=== Exercise brief ===
In the copy, keep every record exact and leave out all images.
#### Material provided
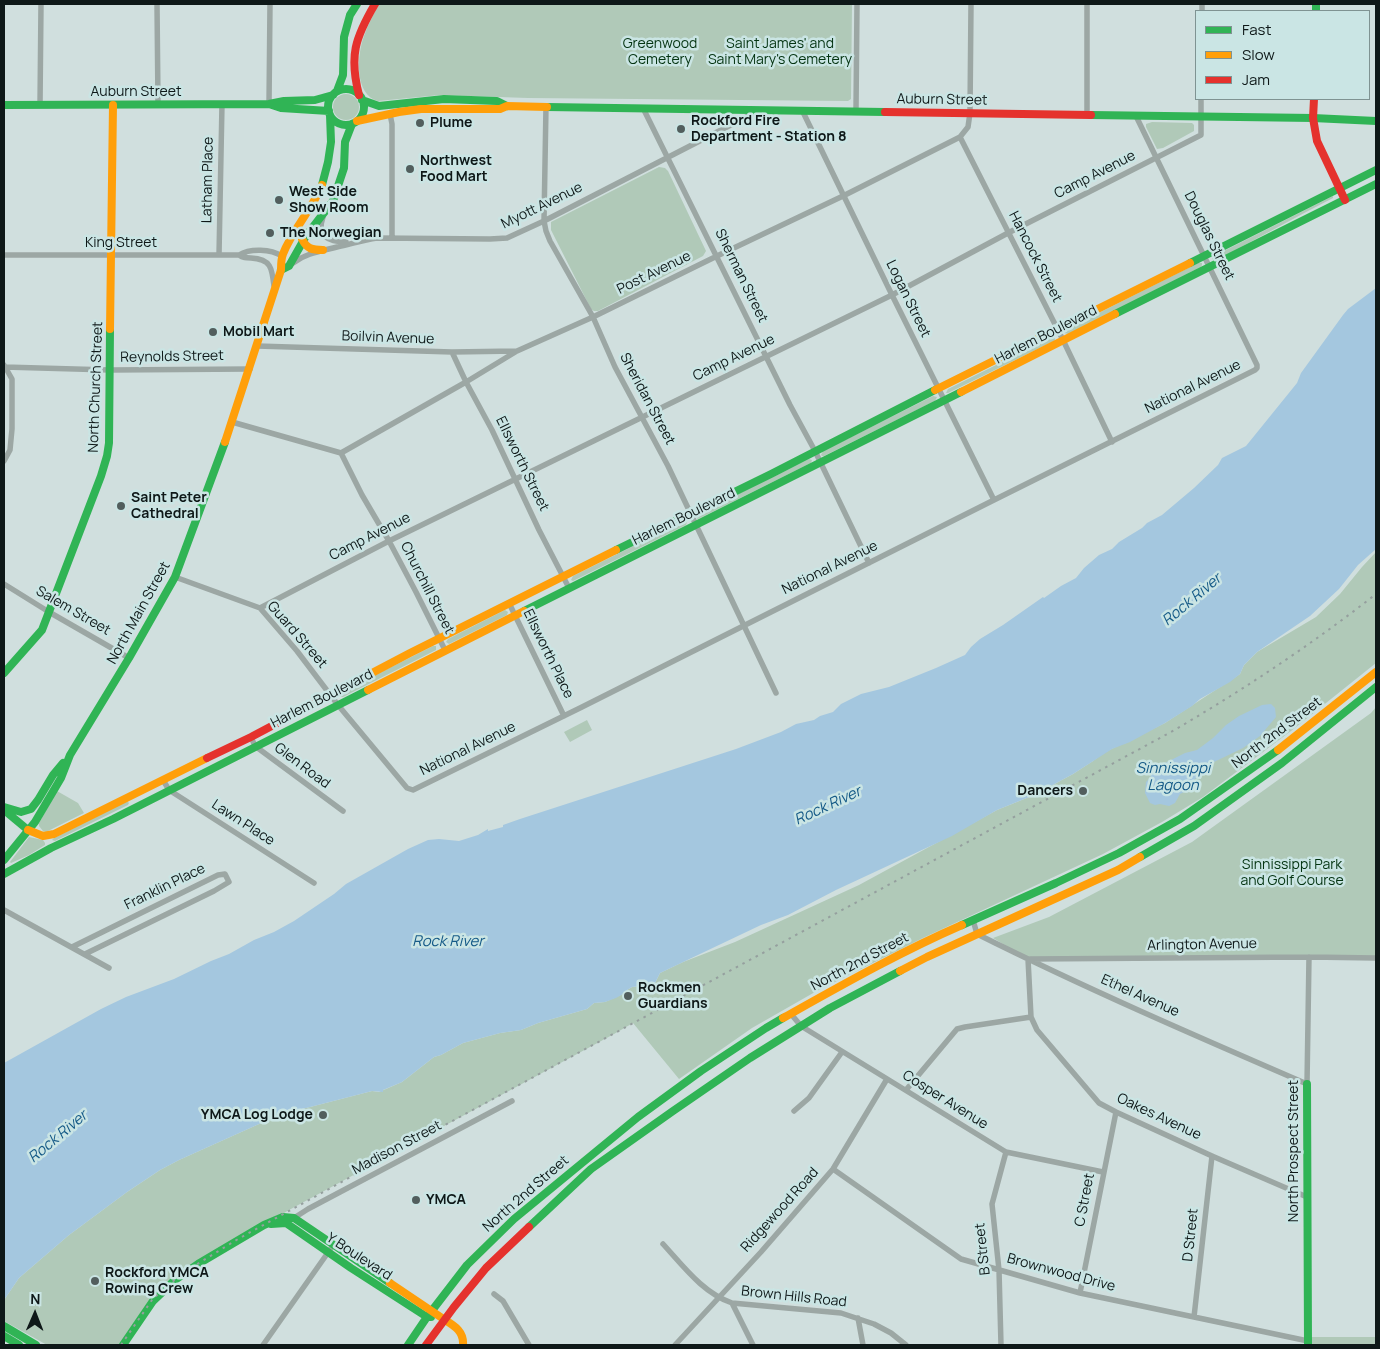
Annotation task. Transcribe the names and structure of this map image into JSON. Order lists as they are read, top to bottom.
{
  "streets": {
    "main road": [
      "Auburn Street",
      "Harlem Boulevard",
      "North Church Street",
      "North Main Street",
      "North 2nd Street",
      "North Prospect Street",
      "Y Boulevard"
    ],
    "street": [
      "Camp Avenue",
      "Latham Place",
      "Myott Avenue",
      "Douglas Street",
      "King Street",
      "Hancock Street",
      "Post Avenue",
      "Sherman Street",
      "Logan Street",
      "Boilvin Avenue",
      "Reynolds Street",
      "National Avenue",
      "Sheridan Street",
      "Ellsworth Street",
      "Churchill Street",
      "Salem Street",
      "Guard Street",
      "Ellsworth Place",
      "Glen Road",
      "Lawn Place",
      "Franklin Place",
      "Arlington Avenue",
      "Ethel Avenue",
      "Cosper Avenue",
      "Oakes Avenue",
      "Madison Street",
      "C Street",
      "Ridgewood Road",
      "D Street",
      "B Street",
      "Brownwood Drive",
      "Brown Hills Road"
    ]
  },
  "crossings": [
    ["Auburn Street", "Camp Avenue"],
    ["Auburn Street", "Latham Place"],
    ["Auburn Street", "Myott Avenue"],
    ["Auburn Street", "Douglas Street"],
    ["Auburn Street", "Sherman Street"],
    ["Auburn Street", "Logan Street"],
    ["Auburn Street", "North Church Street"],
    ["Auburn Street", "Sheridan Street"],
    ["Auburn Street", "North Main Street"],
    ["Camp Avenue", "Douglas Street"],
    ["Camp Avenue", "Hancock Street"],
    ["Camp Avenue", "Sherman Street"],
    ["Camp Avenue", "Logan Street"],
    ["Camp Avenue", "Sheridan Street"],
    ["Camp Avenue", "Ellsworth Street"],
    ["Camp Avenue", "Churchill Street"],
    ["Camp Avenue", "Guard Street"],
    ["Latham Place", "King Street"],
    ["Myott Avenue", "Sherman Street"],
    ["Myott Avenue", "Sheridan Street"],
    ["Douglas Street", "Harlem Boulevard"],
    ["Douglas Street", "National Avenue"],
    ["King Street", "North Church Street"],
    ["King Street", "North Main Street"],
    ["Hancock Street", "Post Avenue"],
    ["Hancock Street", "Harlem Boulevard"],
    ["Hancock Street", "National Avenue"],
    ["Post Avenue", "Sherman Street"],
    ["Post Avenue", "Logan Street"],
    ["Post Avenue", "Boilvin Avenue"],
    ["Post Avenue", "Sheridan Street"],
    ["Post Avenue", "Ellsworth Street"],
    ["Post Avenue", "Churchill Street"],
    ["Sherman Street", "Harlem Boulevard"],
    ["Sherman Street", "National Avenue"],
    ["Logan Street", "Harlem Boulevard"],
    ["Logan Street", "National Avenue"],
    ["Harlem Boulevard", "Sheridan Street"],
    ["Harlem Boulevard", "Ellsworth Street"],
    ["Harlem Boulevard", "Churchill Street"],
    ["Harlem Boulevard", "Guard Street"],
    ["Harlem Boulevard", "Ellsworth Place"],
    ["Harlem Boulevard", "Glen Road"],
    ["Harlem Boulevard", "Lawn Place"],
    ["Boilvin Avenue", "Ellsworth Street"],
    ["Boilvin Avenue", "North Main Street"],
    ["Reynolds Street", "North Church Street"],
    ["Reynolds Street", "North Main Street"],
    ["North Church Street", "Salem Street"],
    ["National Avenue", "Sheridan Street"],
    ["National Avenue", "Guard Street"],
    ["National Avenue", "Ellsworth Place"],
    ["Salem Street", "North Main Street"],
    ["North Main Street", "Guard Street"],
    ["North 2nd Street", "Ethel Avenue"],
    ["North 2nd Street", "Cosper Avenue"],
    ["North 2nd Street", "Y Boulevard"],
    ["Arlington Avenue", "Ethel Avenue"],
    ["Arlington Avenue", "Oakes Avenue"],
    ["Arlington Avenue", "North Prospect Street"],
    ["Ethel Avenue", "Oakes Avenue"],
    ["Ethel Avenue", "North Prospect Street"],
    ["Cosper Avenue", "C Street"],
    ["Cosper Avenue", "Ridgewood Road"],
    ["Cosper Avenue", "B Street"],
    ["Oakes Avenue", "North Prospect Street"],
    ["Oakes Avenue", "C Street"],
    ["Oakes Avenue", "D Street"],
    ["Madison Street", "Y Boulevard"],
    ["North Prospect Street", "Brownwood Drive"],
    ["C Street", "Brownwood Drive"],
    ["Ridgewood Road", "Brownwood Drive"],
    ["Ridgewood Road", "Brown Hills Road"],
    ["D Street", "Brownwood Drive"],
    ["B Street", "Brownwood Drive"]
  ],
  "water": ["Rock River", "Sinnissippi Lagoon"],
  "parks": ["Greenwood Cemetery", "Saint James' and Saint Mary's Cemetery", "Sinnissippi Park and Golf Course"],
  "places": [
    "Plume",
    "Rockford Fire Department - Station 8",
    "Northwest Food Mart",
    "West Side Show Room",
    "The Norwegian",
    "Mobil Mart",
    "Saint Peter Cathedral",
    "Dancers",
    "Rockmen Guardians",
    "YMCA Log Lodge",
    "YMCA",
    "Rockford YMCA Rowing Crew"
  ],
  "legend": ["Fast", "Slow", "Jam"],
  "north": "top"
}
########
=== Exercise answer ===
Annotation task. Transcribe the names and structure of this map image into JSON. Order lists as they are read, top to bottom.
{
  "streets": {
    "main road": [
      "Auburn Street",
      "Harlem Boulevard",
      "North Church Street",
      "North Main Street",
      "North 2nd Street",
      "North Prospect Street",
      "Y Boulevard"
    ],
    "street": [
      "Camp Avenue",
      "Latham Place",
      "Myott Avenue",
      "Douglas Street",
      "King Street",
      "Hancock Street",
      "Post Avenue",
      "Sherman Street",
      "Logan Street",
      "Boilvin Avenue",
      "Reynolds Street",
      "National Avenue",
      "Sheridan Street",
      "Ellsworth Street",
      "Churchill Street",
      "Salem Street",
      "Guard Street",
      "Ellsworth Place",
      "Glen Road",
      "Lawn Place",
      "Franklin Place",
      "Arlington Avenue",
      "Ethel Avenue",
      "Cosper Avenue",
      "Oakes Avenue",
      "Madison Street",
      "C Street",
      "Ridgewood Road",
      "D Street",
      "B Street",
      "Brownwood Drive",
      "Brown Hills Road"
    ]
  },
  "crossings": [
    ["Auburn Street", "Camp Avenue"],
    ["Auburn Street", "Latham Place"],
    ["Auburn Street", "Myott Avenue"],
    ["Auburn Street", "Douglas Street"],
    ["Auburn Street", "Sherman Street"],
    ["Auburn Street", "Logan Street"],
    ["Auburn Street", "North Church Street"],
    ["Auburn Street", "Sheridan Street"],
    ["Auburn Street", "North Main Street"],
    ["Camp Avenue", "Douglas Street"],
    ["Camp Avenue", "Hancock Street"],
    ["Camp Avenue", "Sherman Street"],
    ["Camp Avenue", "Logan Street"],
    ["Camp Avenue", "Sheridan Street"],
    ["Camp Avenue", "Ellsworth Street"],
    ["Camp Avenue", "Churchill Street"],
    ["Camp Avenue", "Guard Street"],
    ["Latham Place", "King Street"],
    ["Myott Avenue", "Sherman Street"],
    ["Myott Avenue", "Sheridan Street"],
    ["Douglas Street", "Harlem Boulevard"],
    ["Douglas Street", "National Avenue"],
    ["King Street", "North Church Street"],
    ["King Street", "North Main Street"],
    ["Hancock Street", "Post Avenue"],
    ["Hancock Street", "Harlem Boulevard"],
    ["Hancock Street", "National Avenue"],
    ["Post Avenue", "Sherman Street"],
    ["Post Avenue", "Logan Street"],
    ["Post Avenue", "Boilvin Avenue"],
    ["Post Avenue", "Sheridan Street"],
    ["Post Avenue", "Ellsworth Street"],
    ["Post Avenue", "Churchill Street"],
    ["Sherman Street", "Harlem Boulevard"],
    ["Sherman Street", "National Avenue"],
    ["Logan Street", "Harlem Boulevard"],
    ["Logan Street", "National Avenue"],
    ["Harlem Boulevard", "Sheridan Street"],
    ["Harlem Boulevard", "Ellsworth Street"],
    ["Harlem Boulevard", "Churchill Street"],
    ["Harlem Boulevard", "Guard Street"],
    ["Harlem Boulevard", "Ellsworth Place"],
    ["Harlem Boulevard", "Glen Road"],
    ["Harlem Boulevard", "Lawn Place"],
    ["Boilvin Avenue", "Ellsworth Street"],
    ["Boilvin Avenue", "North Main Street"],
    ["Reynolds Street", "North Church Street"],
    ["Reynolds Street", "North Main Street"],
    ["North Church Street", "Salem Street"],
    ["National Avenue", "Sheridan Street"],
    ["National Avenue", "Guard Street"],
    ["National Avenue", "Ellsworth Place"],
    ["Salem Street", "North Main Street"],
    ["North Main Street", "Guard Street"],
    ["North 2nd Street", "Ethel Avenue"],
    ["North 2nd Street", "Cosper Avenue"],
    ["North 2nd Street", "Y Boulevard"],
    ["Arlington Avenue", "Ethel Avenue"],
    ["Arlington Avenue", "Oakes Avenue"],
    ["Arlington Avenue", "North Prospect Street"],
    ["Ethel Avenue", "Oakes Avenue"],
    ["Ethel Avenue", "North Prospect Street"],
    ["Cosper Avenue", "C Street"],
    ["Cosper Avenue", "Ridgewood Road"],
    ["Cosper Avenue", "B Street"],
    ["Oakes Avenue", "North Prospect Street"],
    ["Oakes Avenue", "C Street"],
    ["Oakes Avenue", "D Street"],
    ["Madison Street", "Y Boulevard"],
    ["North Prospect Street", "Brownwood Drive"],
    ["C Street", "Brownwood Drive"],
    ["Ridgewood Road", "Brownwood Drive"],
    ["Ridgewood Road", "Brown Hills Road"],
    ["D Street", "Brownwood Drive"],
    ["B Street", "Brownwood Drive"]
  ],
  "water": ["Rock River", "Sinnissippi Lagoon"],
  "parks": ["Greenwood Cemetery", "Saint James' and Saint Mary's Cemetery", "Sinnissippi Park and Golf Course"],
  "places": [
    "Plume",
    "Rockford Fire Department - Station 8",
    "Northwest Food Mart",
    "West Side Show Room",
    "The Norwegian",
    "Mobil Mart",
    "Saint Peter Cathedral",
    "Dancers",
    "Rockmen Guardians",
    "YMCA Log Lodge",
    "YMCA",
    "Rockford YMCA Rowing Crew"
  ],
  "legend": ["Fast", "Slow", "Jam"],
  "north": "top"
}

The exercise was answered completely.